Okay, I just spent a couple days on this and here’s my best take on Counterfactual Mugging with a logical coin. It mostly agrees with your conclusions, but makes them more precise in interesting ways. I’ll use good old proof search because it makes things clearer.
Let’s say the agent uses short proofs, the predictor uses medium proofs that are enough to fully simulate the agent (and that fact itself has a short proof), and figuring out the value of the coin requires a long proof (and that fact itself might require a long proof).
def World():
if Coin()=True and Agent()=True:
return -100
else if Coin()=False and there's a medium proof that "Coin()=True implies Agent()=True":
return 10000
else:
return 0
def Agent():
iterate through all short proofs of the form
"if Agent()=X, then Coin()=True implies World()=Y and Coin()=False implies World()=Z"
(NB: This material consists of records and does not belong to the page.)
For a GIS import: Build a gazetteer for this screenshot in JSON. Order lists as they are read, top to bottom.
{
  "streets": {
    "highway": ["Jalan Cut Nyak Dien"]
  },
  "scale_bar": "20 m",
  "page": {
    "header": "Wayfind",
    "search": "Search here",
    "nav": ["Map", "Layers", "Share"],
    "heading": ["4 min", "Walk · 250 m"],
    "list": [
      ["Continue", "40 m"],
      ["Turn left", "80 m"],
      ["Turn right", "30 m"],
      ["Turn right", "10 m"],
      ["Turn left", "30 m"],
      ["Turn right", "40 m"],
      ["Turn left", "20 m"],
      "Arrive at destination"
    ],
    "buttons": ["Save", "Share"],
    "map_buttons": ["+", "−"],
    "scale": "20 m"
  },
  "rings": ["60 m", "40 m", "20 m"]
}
return the X corresponding to highest Y+Z found
Obviously there’s a short proof that the agent returning True would lead to utility 9900, because medium proofs are enough to fully simulate the agent. Can the agent find some better proof corresponding to False, and return False as a result? That’s only possible if there’s a medium proof that “Coin()=True implies Agent()=True”. But if the agent returns False, there’s a medium proof that “Agent()=False”. The two can be combined into a medium proof that “Coin()=False”, which is impossible by assumption. So the agent returns True, QED.
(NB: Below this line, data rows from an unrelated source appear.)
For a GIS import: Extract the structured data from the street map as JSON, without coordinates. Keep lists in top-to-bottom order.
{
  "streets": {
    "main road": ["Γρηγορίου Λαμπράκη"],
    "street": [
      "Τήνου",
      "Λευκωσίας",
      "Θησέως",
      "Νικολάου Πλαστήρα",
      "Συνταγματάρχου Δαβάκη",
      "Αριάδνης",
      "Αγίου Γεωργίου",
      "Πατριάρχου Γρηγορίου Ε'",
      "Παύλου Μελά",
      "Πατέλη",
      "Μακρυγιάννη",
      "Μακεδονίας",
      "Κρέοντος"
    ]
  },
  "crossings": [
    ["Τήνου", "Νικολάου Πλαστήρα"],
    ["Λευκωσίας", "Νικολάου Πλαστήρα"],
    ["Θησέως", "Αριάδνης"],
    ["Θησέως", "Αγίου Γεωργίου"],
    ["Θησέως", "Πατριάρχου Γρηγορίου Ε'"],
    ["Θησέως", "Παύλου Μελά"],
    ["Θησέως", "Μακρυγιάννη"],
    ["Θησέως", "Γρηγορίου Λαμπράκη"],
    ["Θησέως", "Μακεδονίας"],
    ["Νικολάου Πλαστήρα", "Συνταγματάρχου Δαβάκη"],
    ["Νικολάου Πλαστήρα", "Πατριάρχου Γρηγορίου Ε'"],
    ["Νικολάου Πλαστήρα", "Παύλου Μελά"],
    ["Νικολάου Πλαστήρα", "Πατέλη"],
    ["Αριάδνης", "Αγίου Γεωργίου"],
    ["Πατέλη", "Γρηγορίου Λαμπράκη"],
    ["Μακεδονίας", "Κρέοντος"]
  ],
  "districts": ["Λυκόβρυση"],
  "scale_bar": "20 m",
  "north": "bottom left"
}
Seems like a victory for updatelessness, right? But my formalization has a huge problem. Only we know the coin is hard, the agent doesn’t know that. It can imagine a world where “Coin()=False” has a medium proof, so “Coin()=True implies Agent()=True” has a medium proof for all agents, so the predictor rewards all agents. Ruling out that possibility is at least as hard as proving bounded consistency up to medium proofs, so it’s out of reach for any agent relying on short proofs only. Basically the agent can’t build a full picture of counterfactuals. It successfully returns True, but only because it can’t figure out what happens in case of False.
That, to me, is the main problem with Counterfactual Mugging and logical coins in general. If an agent is too weak to prove the coin’s value, it’s certainly too weak to prove that the coin is hard. The agent can’t rule out the possibility that the answer is just around the corner, so it can’t treat the coin as “distant” from counterfactuals about its own reasoning.
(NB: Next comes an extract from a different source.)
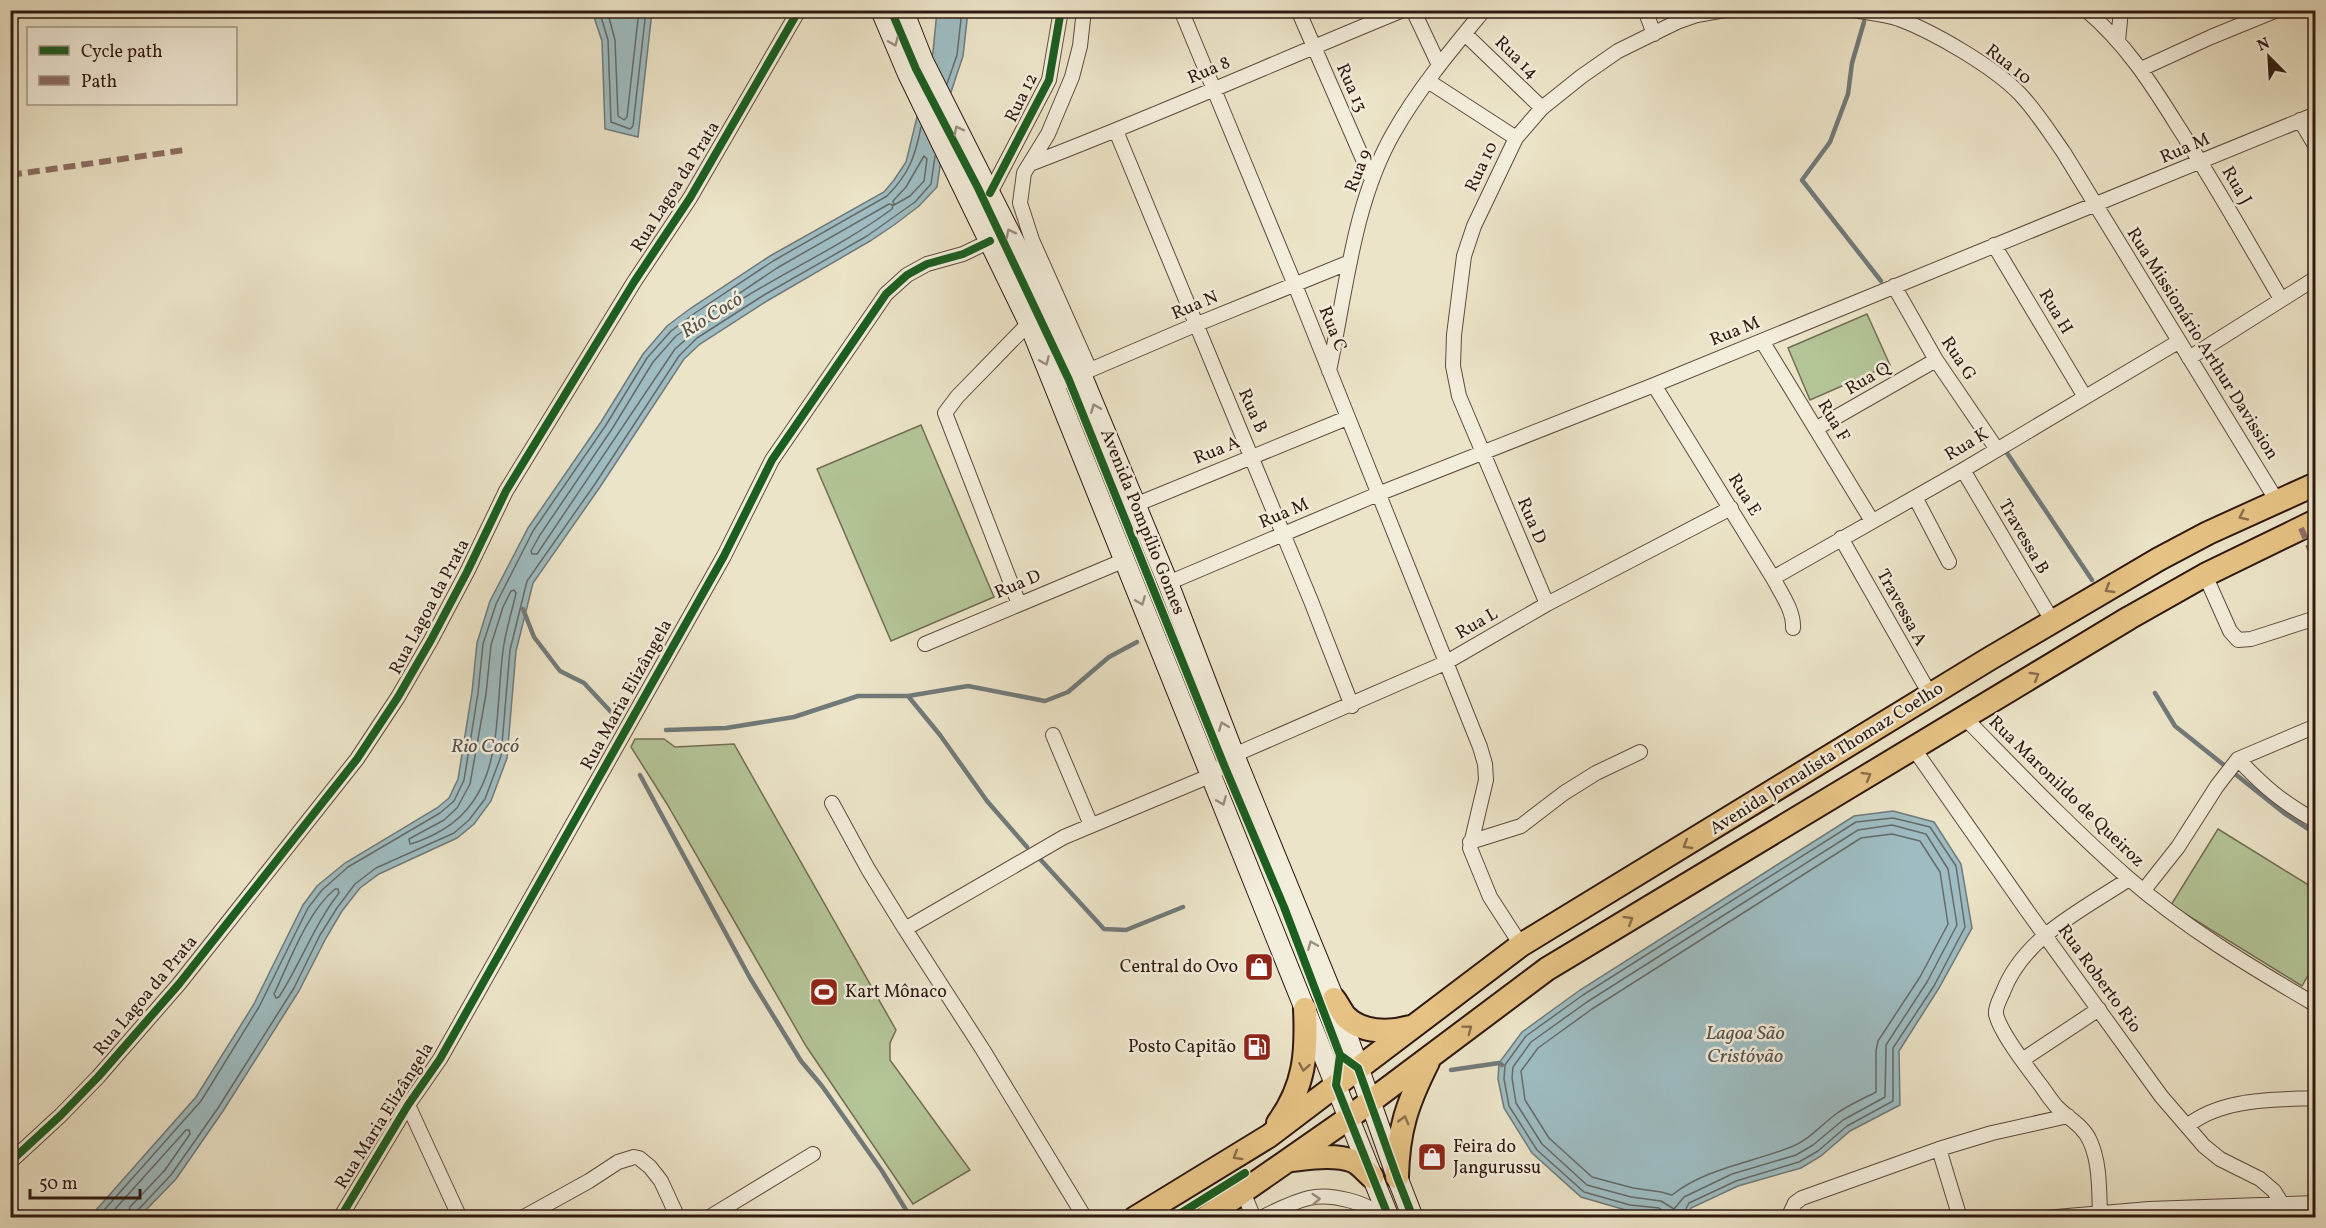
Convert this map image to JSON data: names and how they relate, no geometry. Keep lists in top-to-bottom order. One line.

Switching from proof search to logical induction probably won’t help. The essential difficulty will remain: using easy reasoning to build the full counterfactual picture requires knowing that the coin won’t accidentally fall to easy reasoning, and you cannot know that even if it’s true.
Interesting! I’m not seeing why this phenomenon would remain when switching to LI, though. Can’t you guess, based on cryptographic assumptions or simple experience, that a particular logical coin is hard? If the situation is set up so that you can’t guess this, aren’t you right in thinking it might be easy and reasoning as such (giving some probability to the predictor figuring out the coin)?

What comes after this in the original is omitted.